Code can be bug-free. Take any of the "Hello World" code samples for any programming language, and run that on the platform it is intended and it will work consistently and produce the desired results. There ends any theory on the impossibility of code being bug-free.

The potential bugs come in as the logic becomes more complex. The simple Hello World example has no logic and does the same static thing each time. As soon as you add logic-driven dynamic behavior is what introduces the complexity which leads to the bugs. The logic itself can be flawed, or the data that is input to the logic can vary in a way the logic does not handle.

A modern application also depends on run-time libraries, CLR, middleware, database, etc. layers which while saving development time overall, are also layers where bugs within those layers can exist and go undetected through development & UAT testing and into production.

Lastly, the chain of apps/systems that the application consumes data which feed its logic are all sources of potential bugs either within their logic, or within the software stacks the logic rides on top of, or the upstream systems which it consumes data.

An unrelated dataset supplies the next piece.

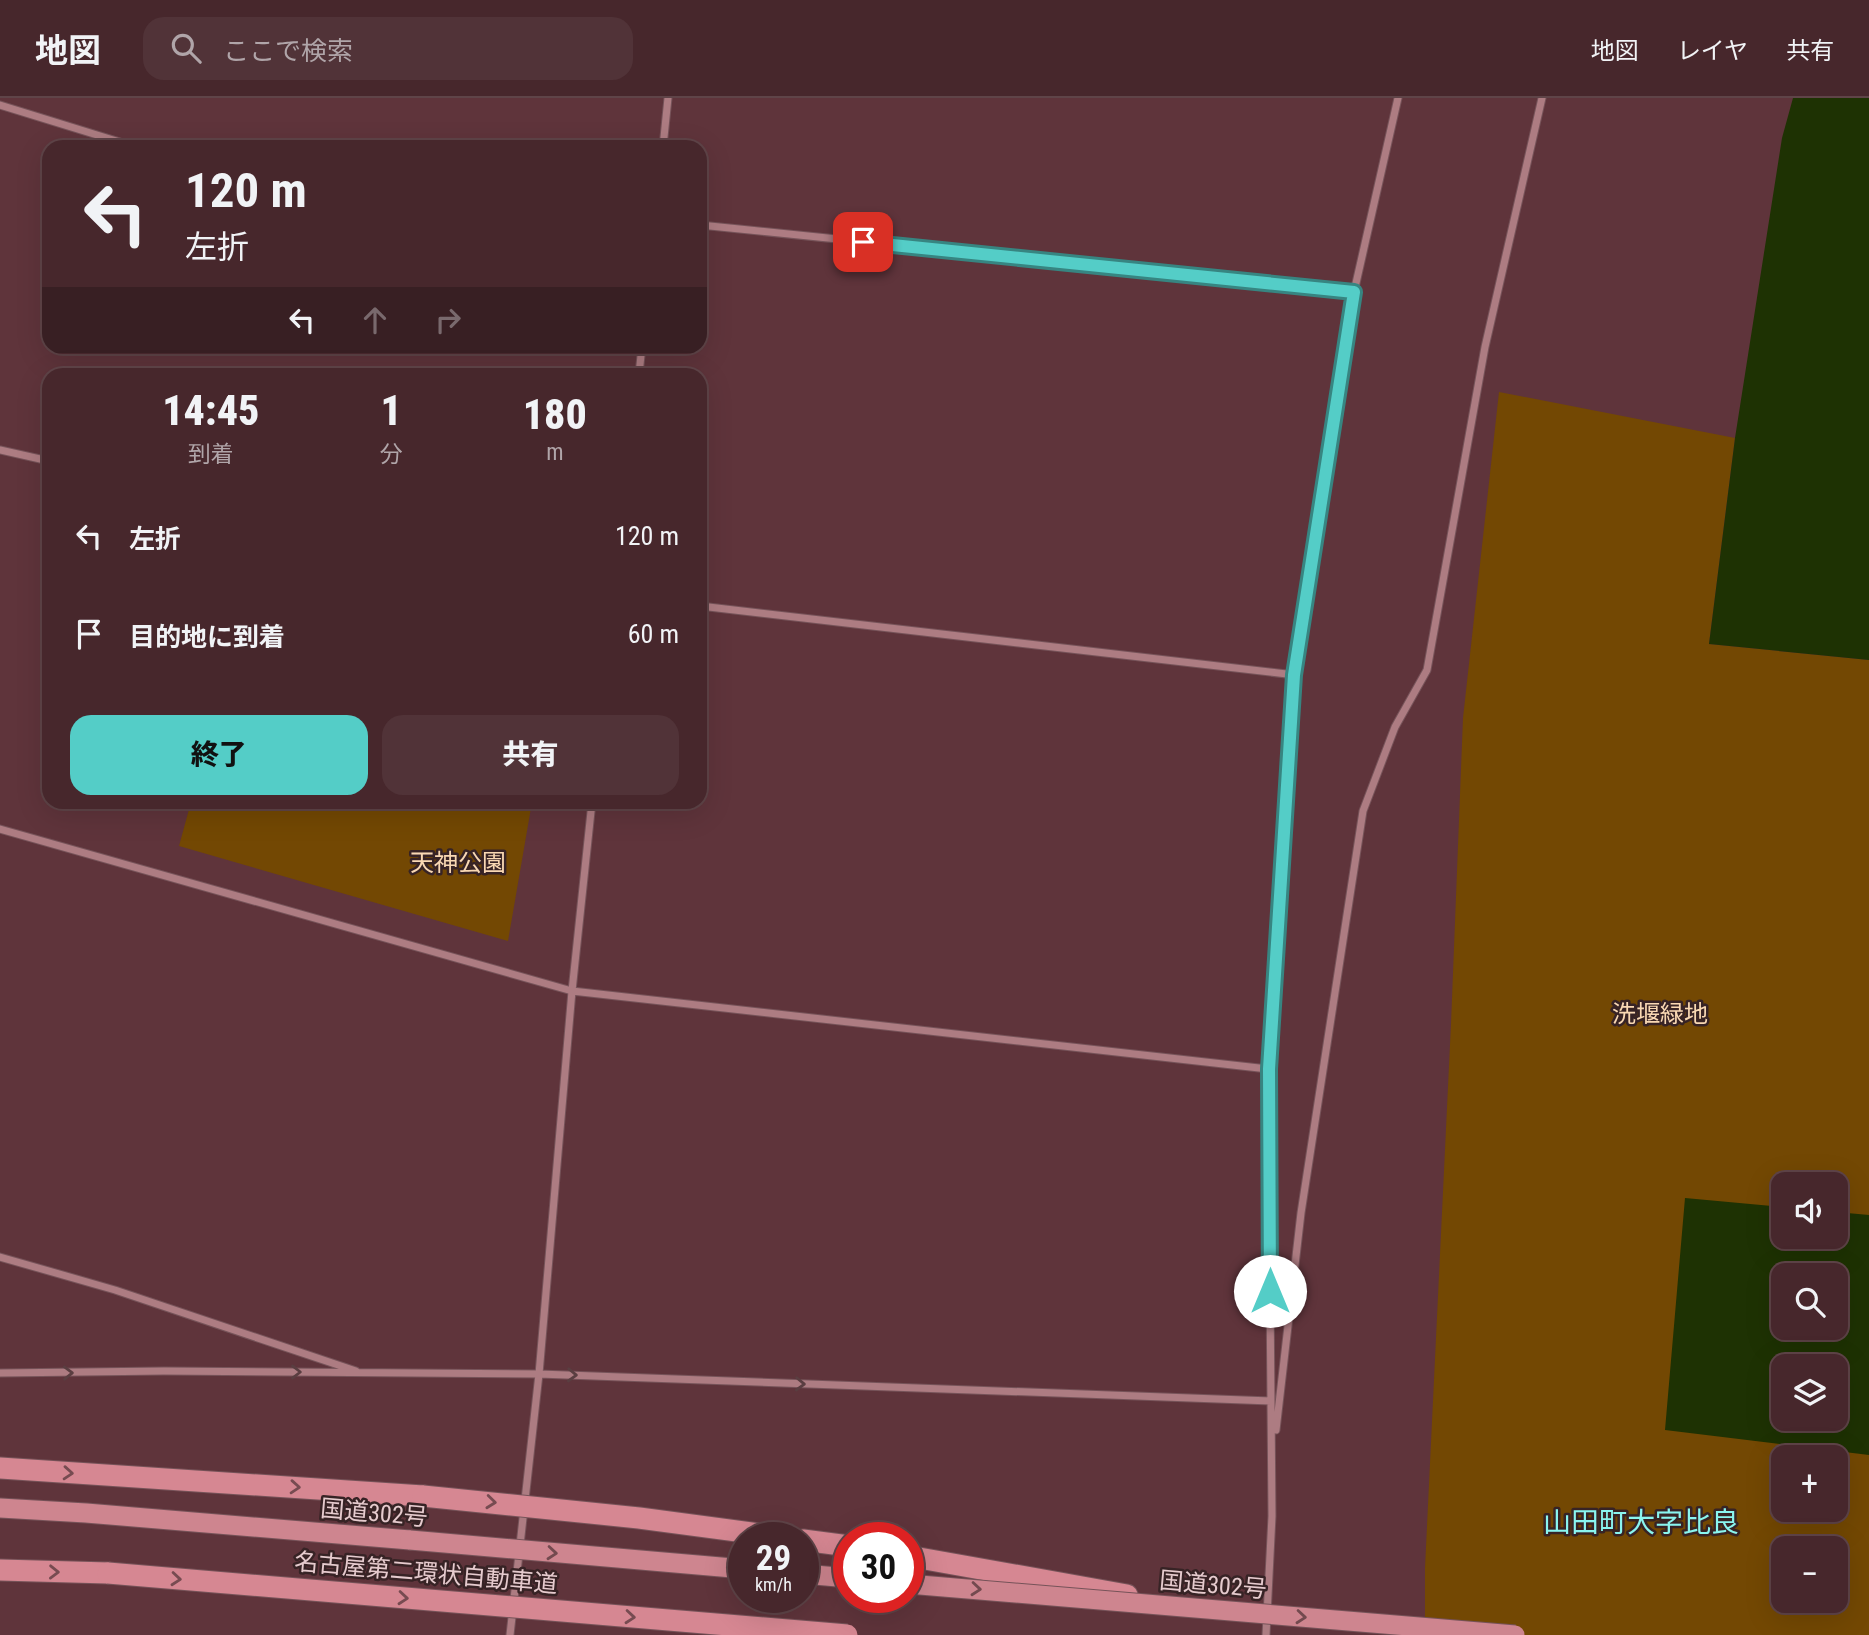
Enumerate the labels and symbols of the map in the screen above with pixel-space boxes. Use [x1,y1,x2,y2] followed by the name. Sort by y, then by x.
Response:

Developers are not in 100% control of every moving piece supporting the logic of their application. Actually, we are not in control of much. That is why unit testing is important, and configuration and change management are important processes which we must not ignore or be lazy/sloppy.

Also, documented agreements between your application which consumes data from a source beyond your control, which defines the specific format and specifications for the data transferred, as well as any limit or constraints which your system assumes the source system is responsible for ensuring output is within those bounds.

In the real world application of software engineering you won't be able to make it fly by explaining to the business why theoretically applications cannot be bug-free. Discussions of this nature between technology and the business will never happen except in the aftermath of a technological malfunction which impacted the business's ability to make money, prevent losing money, and/or keeping people alive. The answer to "how can this happen" cannot be "let me explain this theory so you understand."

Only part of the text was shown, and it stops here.